Welcome to Bynum, Montana

Bynum was named for the Stephen Bynum family, early settlers in the region. (from Cheney's Names on the Face of Montana, Mountain Press Publishing Company)

One of three small unincorporated towns in Teton County, Bynum has weathered booms and busts in the past 100 years, but stubbornly lives on in the shadows of the Rocky Mountain Front foothills. Located 13 miles north of Choteau on US Highway 89, Bynum of today includes a one-room country school with a growing enrollment, a general store, post office, and a collection of homes. Bynum is also home to Trex Agate Shop and Two Medicine Dinosaur Center, which includes the world's longest dinosaur, a skeletal model display of a Seismosaurus, according to the Guinness Book of World Records. Other displays include the first baby dinosaur remains found in North America, recently featured on CNN, and the actual remains of other new dinosaur species.

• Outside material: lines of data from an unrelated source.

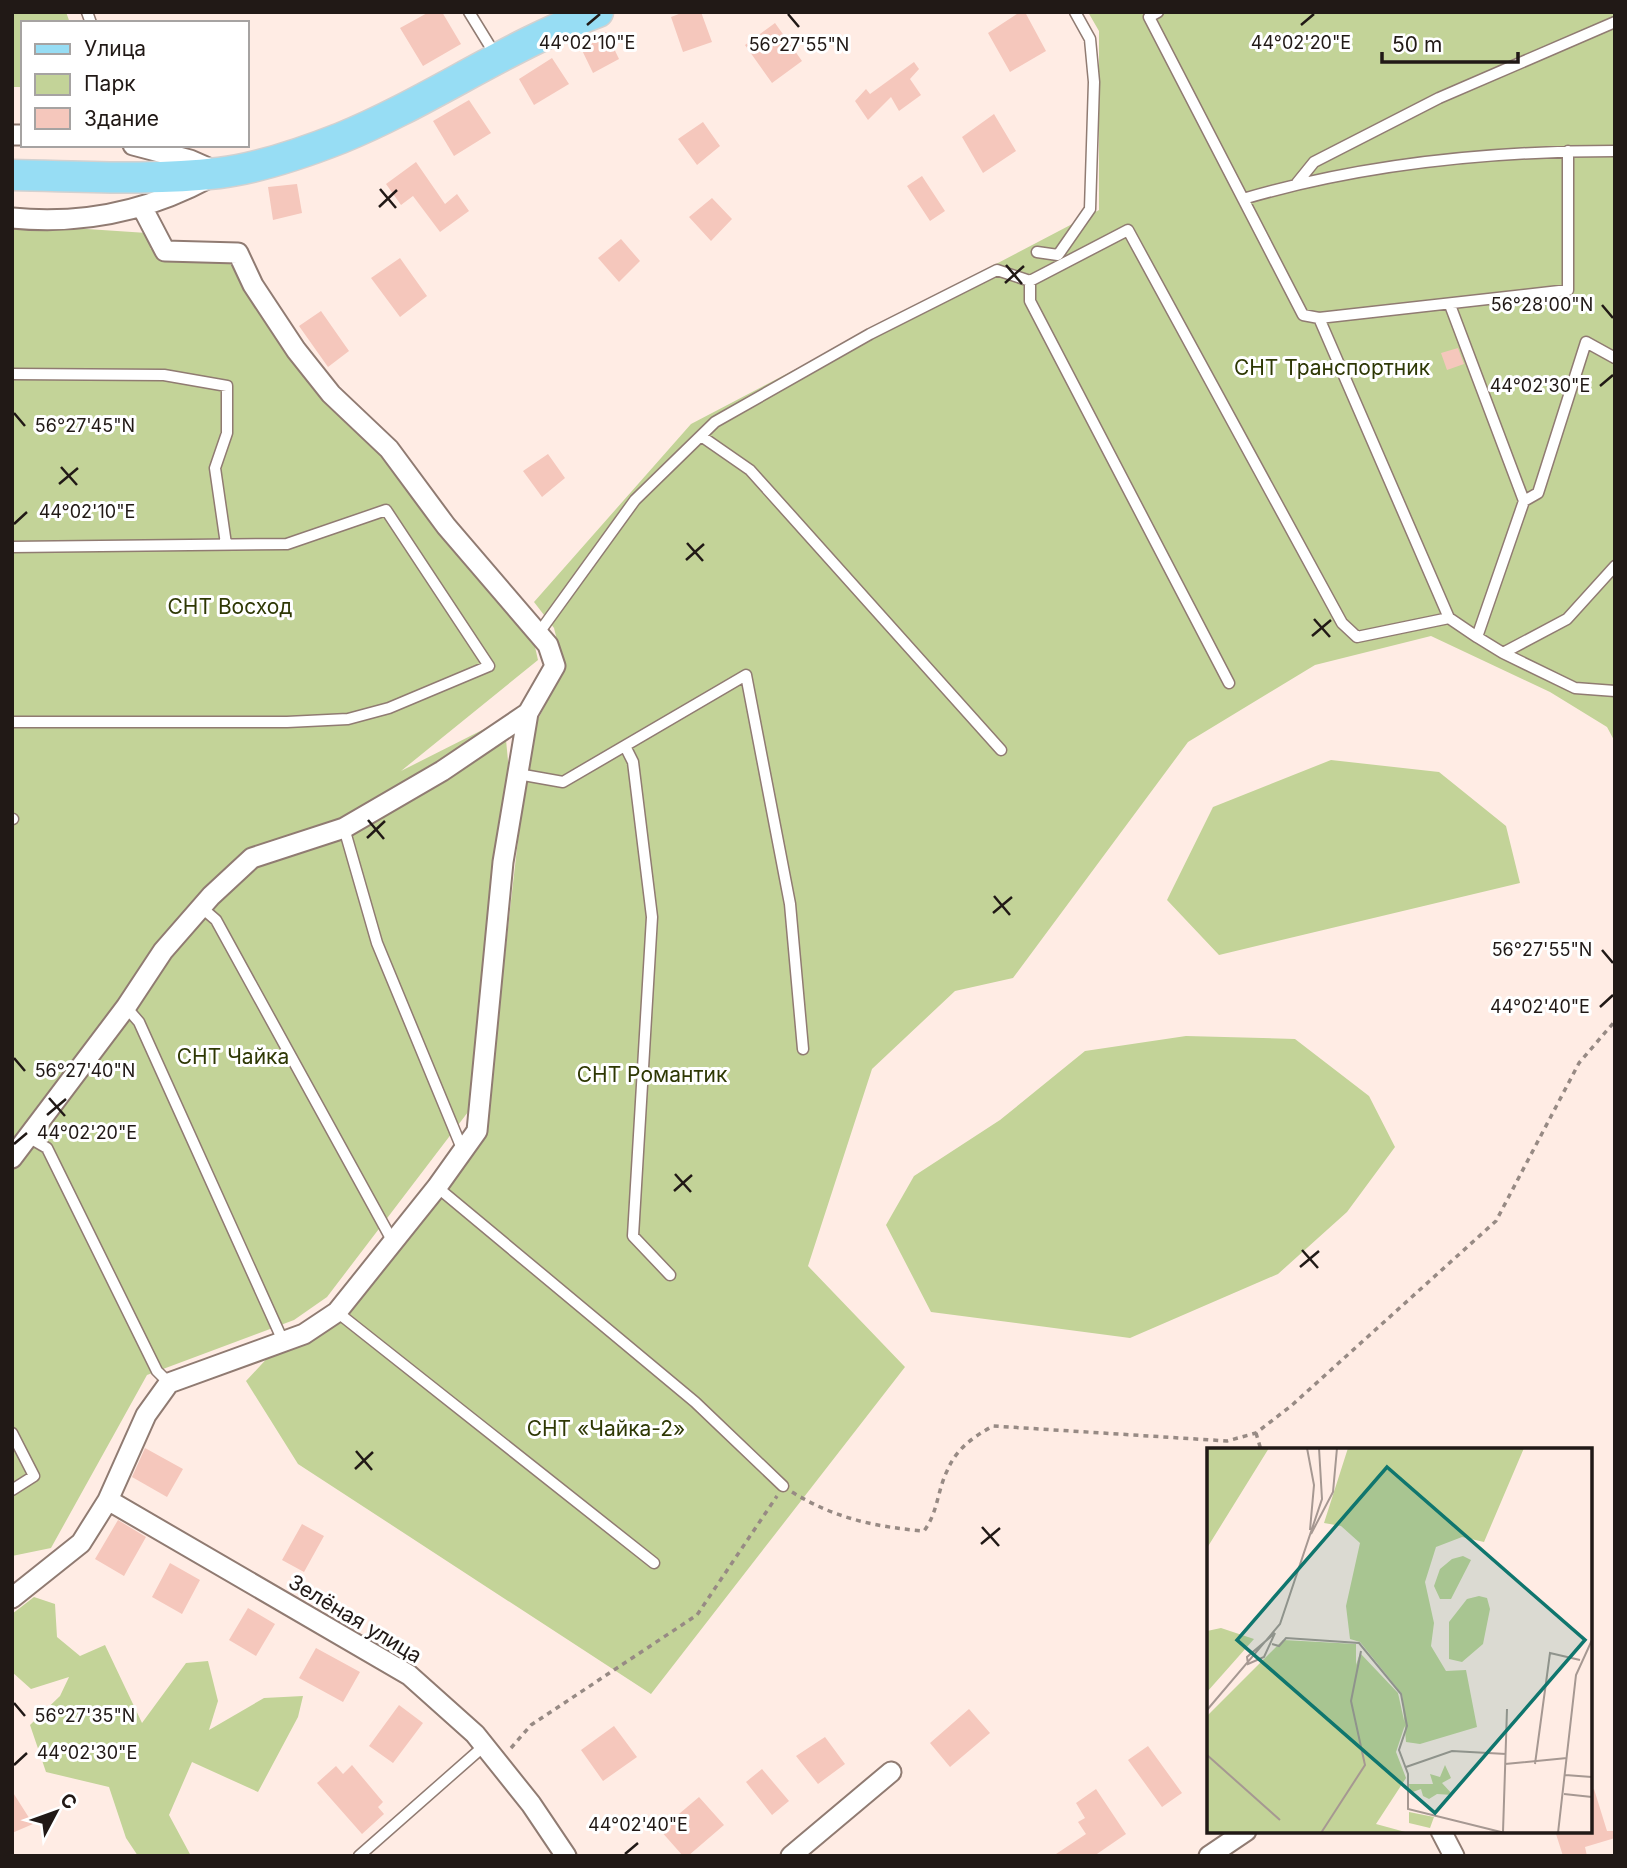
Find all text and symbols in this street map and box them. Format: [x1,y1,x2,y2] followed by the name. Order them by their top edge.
[21,21,248,147] legend
[1382,21,1518,65] scale bar
[539,32,635,53] text: 44°02'10"E
[1251,32,1351,53] text: 44°02'20"E
[1392,32,1442,57] text: 50 m
[749,34,849,55] text: 56°27'55"N
[84,36,146,61] text: Улица
[84,71,136,96] text: Парк
[84,106,159,131] text: Здание
[1491,294,1593,315] text: 56°28'00"N
[1234,355,1431,380] park label: СНТ Транспортник
[1490,375,1590,396] text: 44°02'30"E
[35,415,135,436] text: 56°27'45"N
[39,501,135,522] text: 44°02'10"E
[167,594,293,619] park label: СНТ Восход
[1492,939,1592,960] text: 56°27'55"N
[1490,996,1590,1017] text: 44°02'40"E
[177,1044,289,1069] park label: СНТ Чайка
[35,1060,135,1081] text: 56°27'40"N
[577,1062,728,1087] park label: СНТ Романтик
[37,1122,137,1143] text: 44°02'20"E
[527,1416,685,1441] park label: СНТ «Чайка-2»
[1207,1448,1592,1833] inset map
[284,1569,426,1668] street label: Зелёная улица
[35,1705,135,1726] text: 56°27'35"N
[37,1742,137,1763] text: 44°02'30"E
[21,1777,91,1847] north arrow
[55,1788,82,1814] text: С
[588,1814,688,1835] text: 44°02'40"E

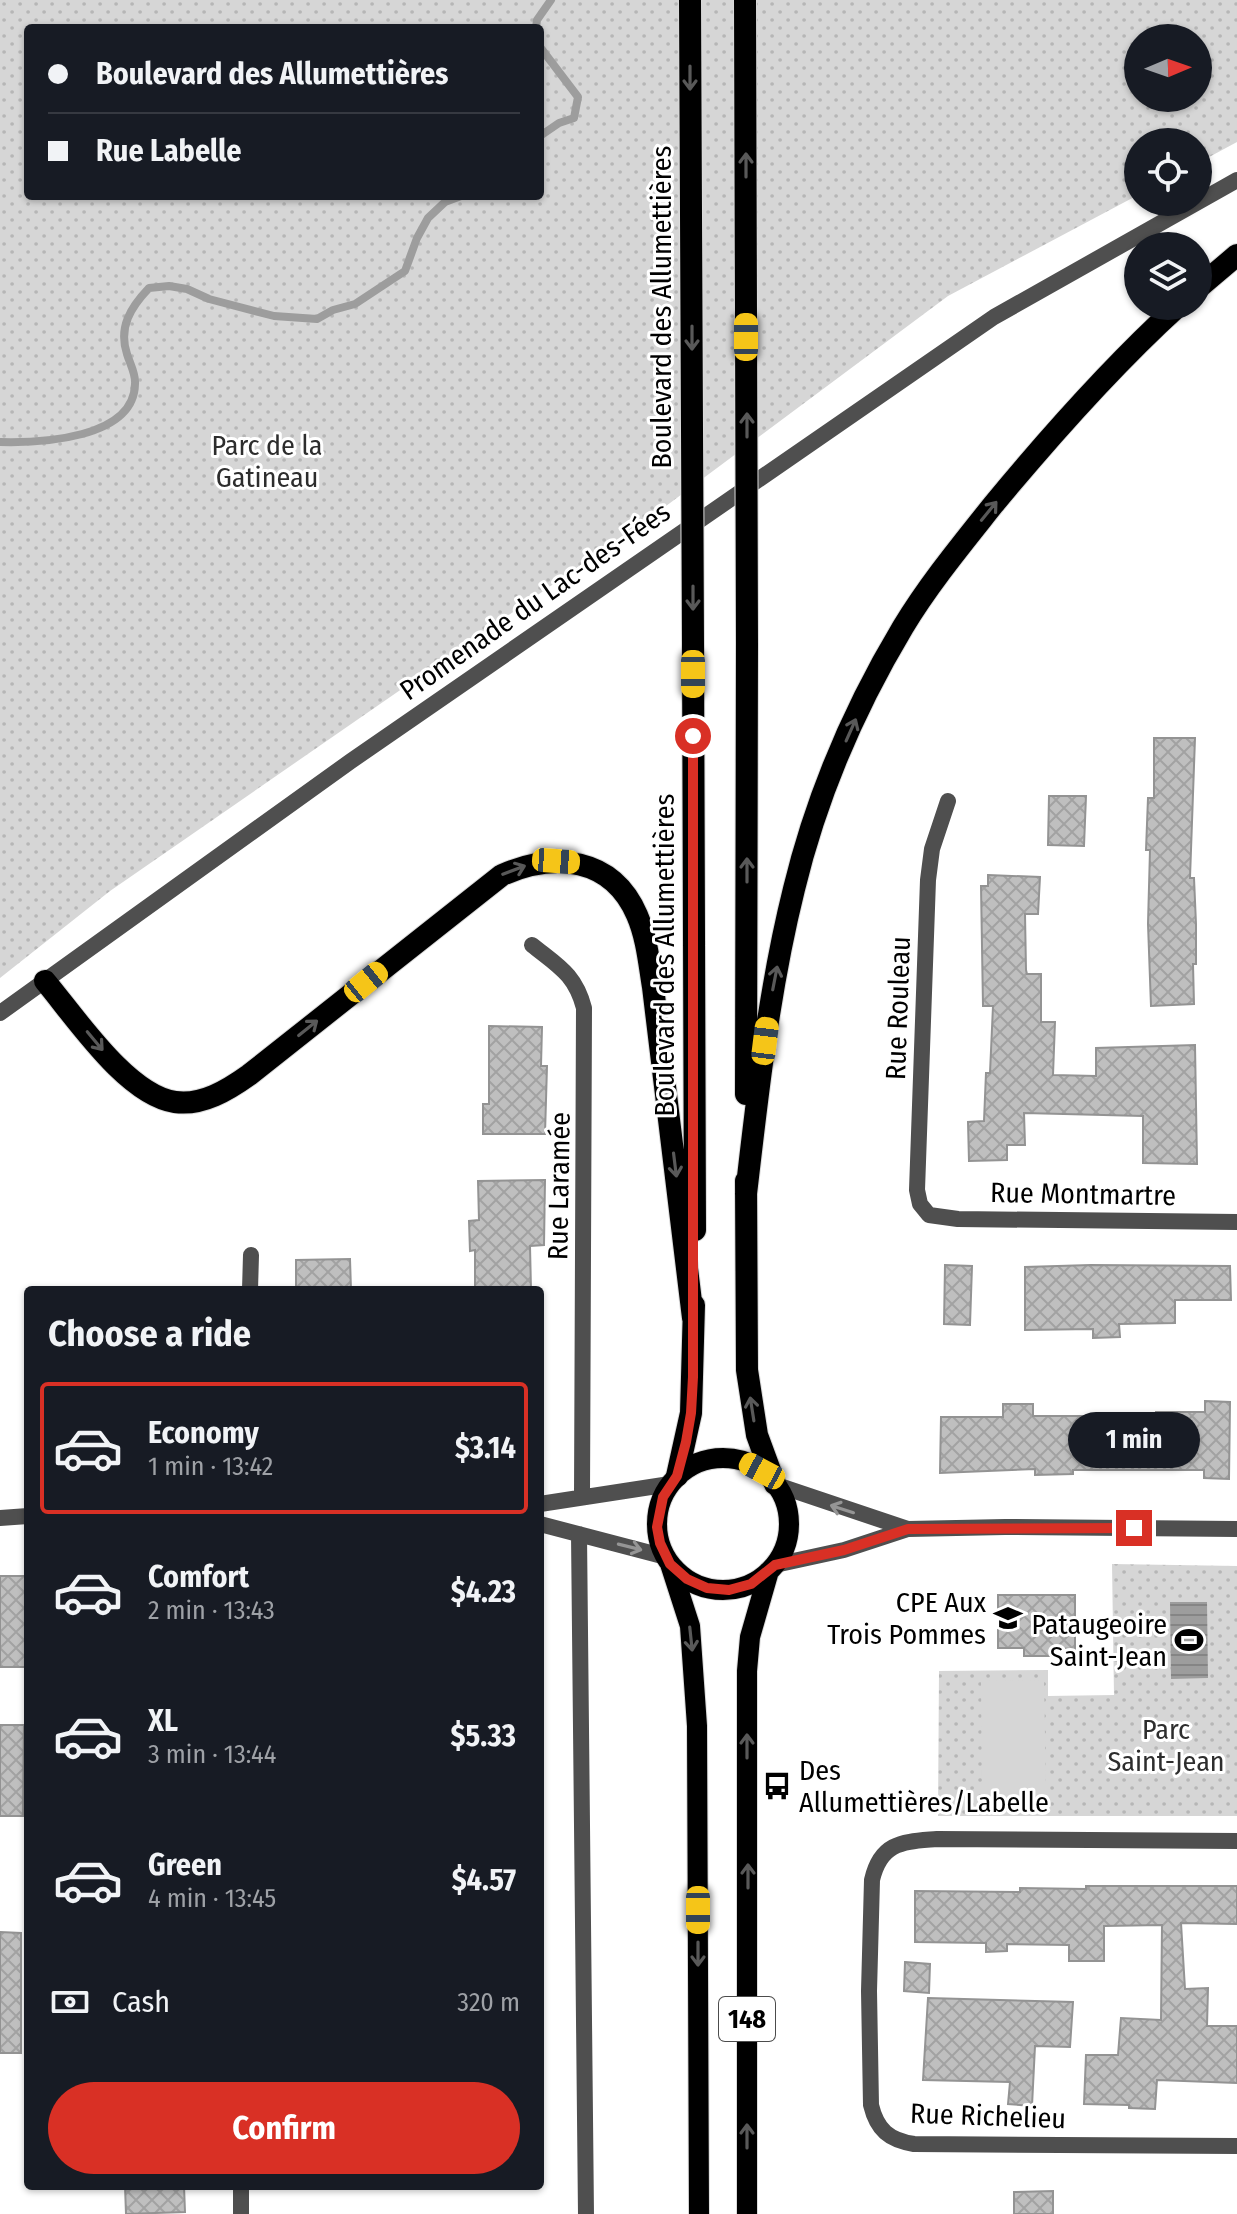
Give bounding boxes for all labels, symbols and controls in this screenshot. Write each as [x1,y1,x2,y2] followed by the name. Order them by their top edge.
[1124,24,1212,112] north arrow
[1124,24,1212,320] map controls
[96,56,448,92] text: Boulevard des Allumettières
[683,64,698,91] one-way arrow
[1124,128,1212,216] button: locate
[96,133,242,169] text: Rue Labelle
[645,146,678,468] street label: Boulevard des Allumettières
[738,152,754,179] one-way arrow
[1124,232,1212,320] button: layers
[734,313,758,361] car
[684,324,700,351] one-way arrow
[739,412,755,439] one-way arrow
[212,429,322,494] park label: Parc de la Gatineau
[394,495,676,707] street label: Promenade du Lac-des-Fées
[980,501,998,521] one-way arrow
[685,584,701,611] one-way arrow
[681,650,705,698] car
[675,718,711,754] route start
[844,718,859,742] one-way arrow
[648,794,681,1116] street label: Boulevard des Allumettières
[531,847,581,875] car
[739,857,755,884] one-way arrow
[501,862,526,876] one-way arrow
[879,936,917,1080] street label: Rue Rouleau
[340,958,392,1006] car
[768,965,783,991] one-way arrow
[750,1016,780,1066] car
[297,1020,318,1037] one-way arrow
[86,1030,104,1050] one-way arrow
[541,1112,577,1260] street label: Rue Laramée
[667,1151,682,1178] one-way arrow
[990,1176,1176,1212] street label: Rue Montmartre
[48,1312,251,1356] text: Choose a ride
[744,1397,759,1422] one-way arrow
[52,1412,124,1484] icon: car
[1068,1412,1200,1468] callout: 1 min
[148,1415,259,1451] text: Economy
[1106,1424,1162,1455] text: 1 min
[455,1430,516,1466] text: $3.14
[735,1449,789,1493] car
[148,1451,273,1482] text: 1 min · 13:42
[830,1500,855,1515] one-way arrow
[1116,1510,1152,1546] route end
[616,1541,642,1556] one-way arrow
[52,1556,124,1628] icon: car
[148,1559,249,1595] text: Comfort
[451,1574,516,1610] text: $4.23
[827,1586,987,1651] place label: CPE Aux Trois Pommes
[148,1595,275,1626] text: 2 min · 13:43
[993,1603,1023,1633] school or university icon: CPE Aux Trois Pommes
[1032,1608,1167,1673] place label: Pataugeoire Saint-Jean
[683,1625,698,1652] one-way arrow
[1174,1625,1204,1655] sports icon: Pataugeoire Saint-Jean
[52,1700,124,1772] icon: car
[148,1703,178,1739] text: XL
[1107,1713,1225,1778] park label: Parc Saint-Jean
[451,1718,516,1754] text: $5.33
[739,1733,755,1760] one-way arrow
[148,1739,276,1770] text: 3 min · 13:44
[799,1754,1049,1819] place label: Des Allumettières/Labelle
[762,1771,792,1801] bus stop icon: Des Allumettières/Labelle
[52,1844,124,1916] icon: car
[148,1847,222,1883] text: Green
[452,1862,516,1898] text: $4.57
[740,1863,756,1890] one-way arrow
[148,1883,276,1914] text: 4 min · 13:45
[686,1886,710,1934] car
[690,1940,706,1967] one-way arrow
[48,1980,92,2024] icon: cash
[112,1984,170,2020] text: Cash
[457,1987,520,2018] text: 320 m
[719,1997,775,2041] road number: 148
[48,2082,520,2174] button: Confirm
[909,2097,1067,2135] street label: Rue Richelieu
[739,2123,755,2150] one-way arrow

The nearby Bynum Reservoir provides opportunities for boating, fishing, and camping, and the Blackleaf Wildlife Management Area is located along the Rocky Mountain Front near Bynum. The Blackleaf Road forms the northern boundary of the Wildlife Management Area and ends at the high-walled Blackleaf Canyon that encloses mountain goats and golden eagles. Each winter when the snow deepens in the high country, about 150 elk descend to their winter home on the Blackleaf. The Blackleaf joins the Sun River, Pine Butte, Ear Mountain and the Boone and Crockett Ranch to form a network of snowfree refuges for thousands of elk. To reach the heart of the Blackleaf, take a marked dirt road off the main road (Highway 89) out of Bynum.